1

UNIT 5
State Management

What is cookie
A cookie is a small bit of information store on client computer
(nearly 4KB) . They are typically used to keeping track of information such as
username that the site can retrieve to personalize the page when user visit the
website next time.
PHP transparently supports HTTP cookies. Cookie is created at server side and
saved to client browser. Each time when client sends request to the server, cookie
is embedded with request. Such way, cookie can be received at the server side.
There are three steps involved in identifying returning users −
a)Server script sends a set of cookies to the browser. For example name, age, or
identification number etc.
b)Browser stores this information on local machine for future use.

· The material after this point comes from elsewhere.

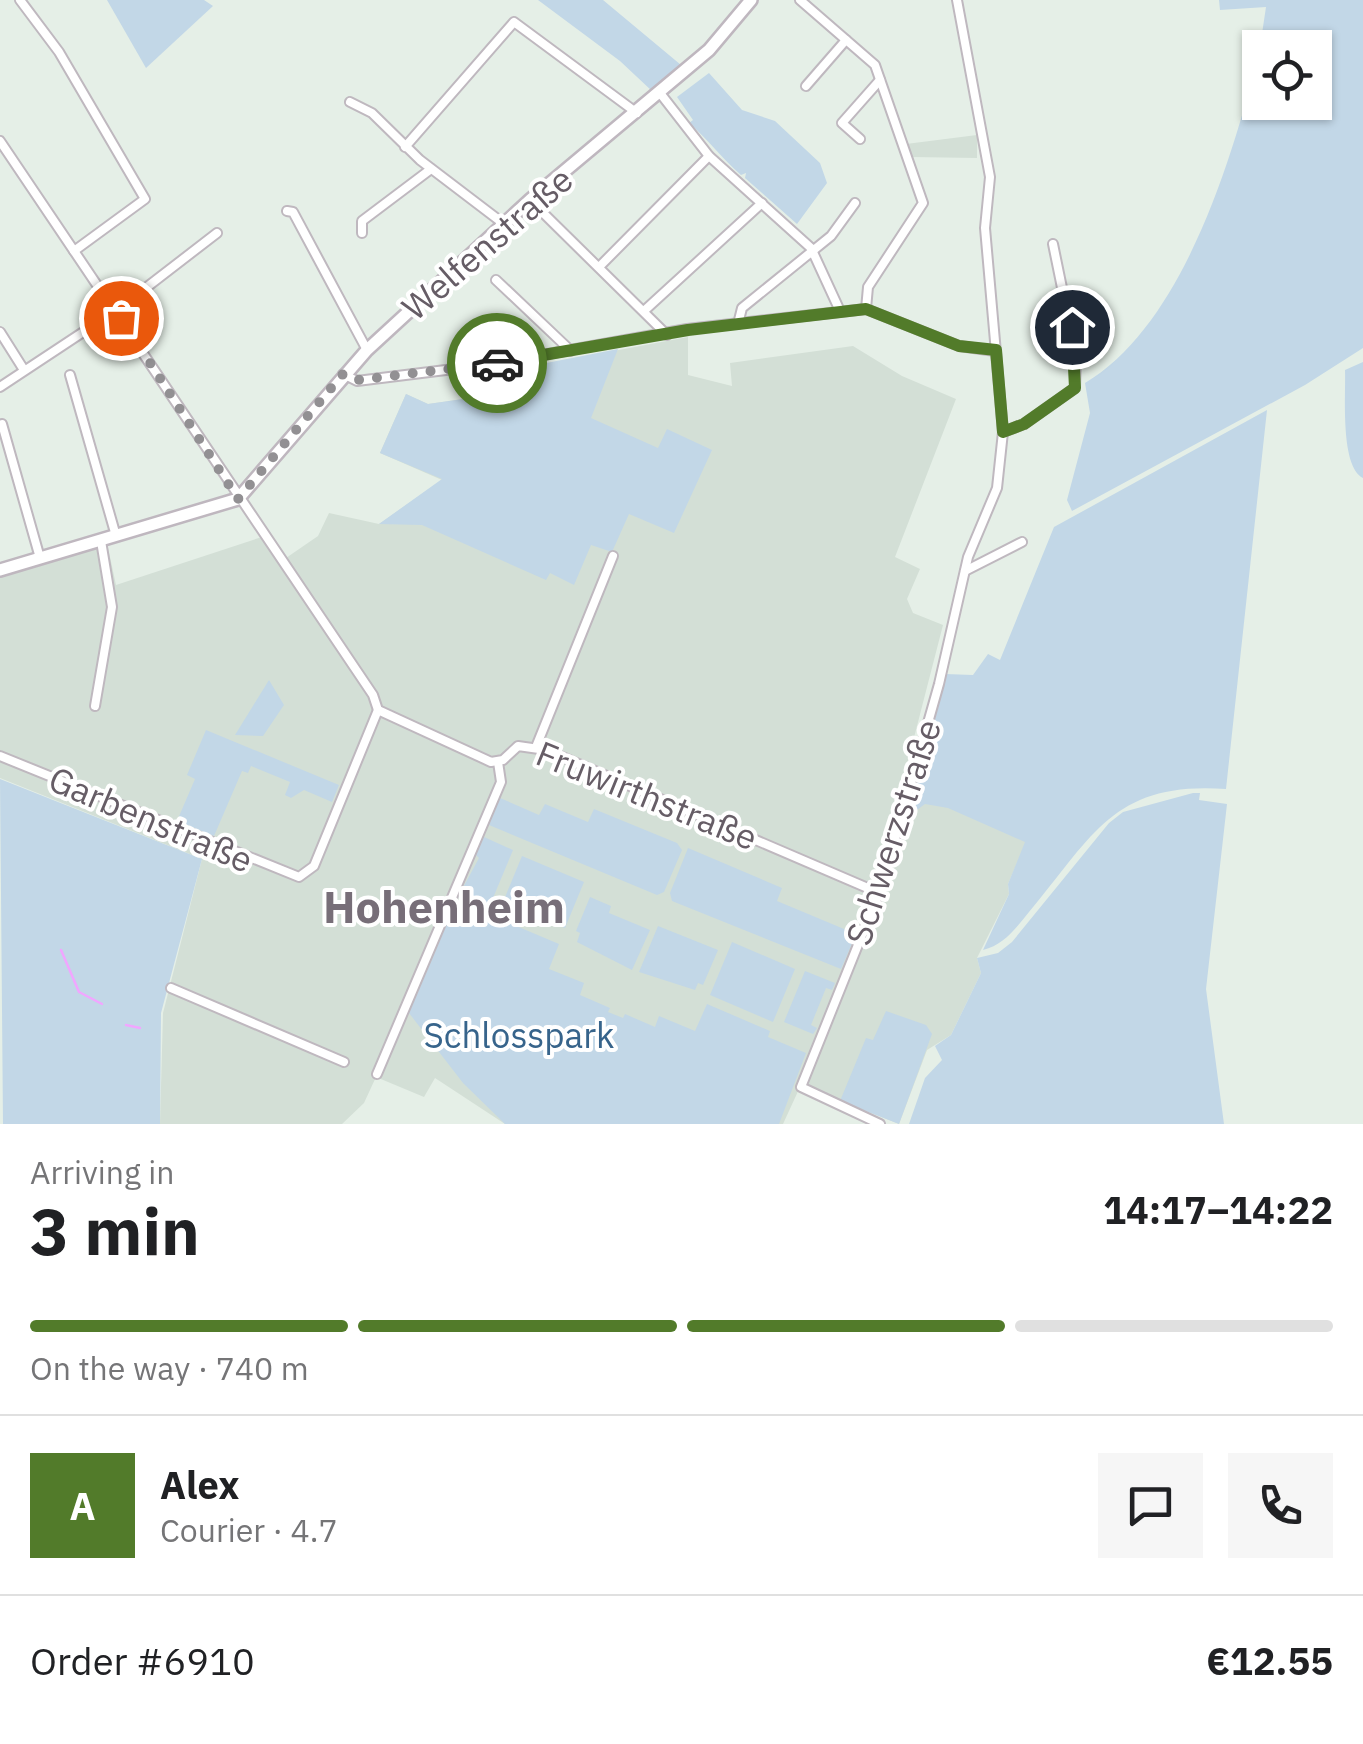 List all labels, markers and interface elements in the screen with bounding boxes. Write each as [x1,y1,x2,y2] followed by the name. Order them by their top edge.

c)When next time browser sends any request to web server then it sends those
cookies information to the server and server uses that information to identify the
user.
The Anatomy of a Cookie
Cookies are usually set in an HTTP header (although JavaScript can also set a
cookie directly on a browser). A PHP script that sets a cookie might send headers
that look something like this −
HTTP/1.1 200 OK
Date: Fri, 04 Feb 2000 21:03:38 GMT
Server: Apache/1.3.9 (UNIX) PHP/4.0b3
Set-Cookie: name=xyz; expires=Friday, 04-Feb-07 22:03:38 GMT;
path=/; domain=tutorialspoint.com
Connection: close
Content-Type: text/html
Why and when to use Cookies?
Http is a stateless protocol; cookies allow us to track the state of the application
using small files stored on the user’s computer.
The path were the cookies are stored depends on the browser.
Internet Explorer usually stores them in Temporal Internet Files folder.
Personalizing the user experience – this is achieved by allowing users to select
their preferences.
The page requested that follow are personalized based on the set preferences in the
cookies.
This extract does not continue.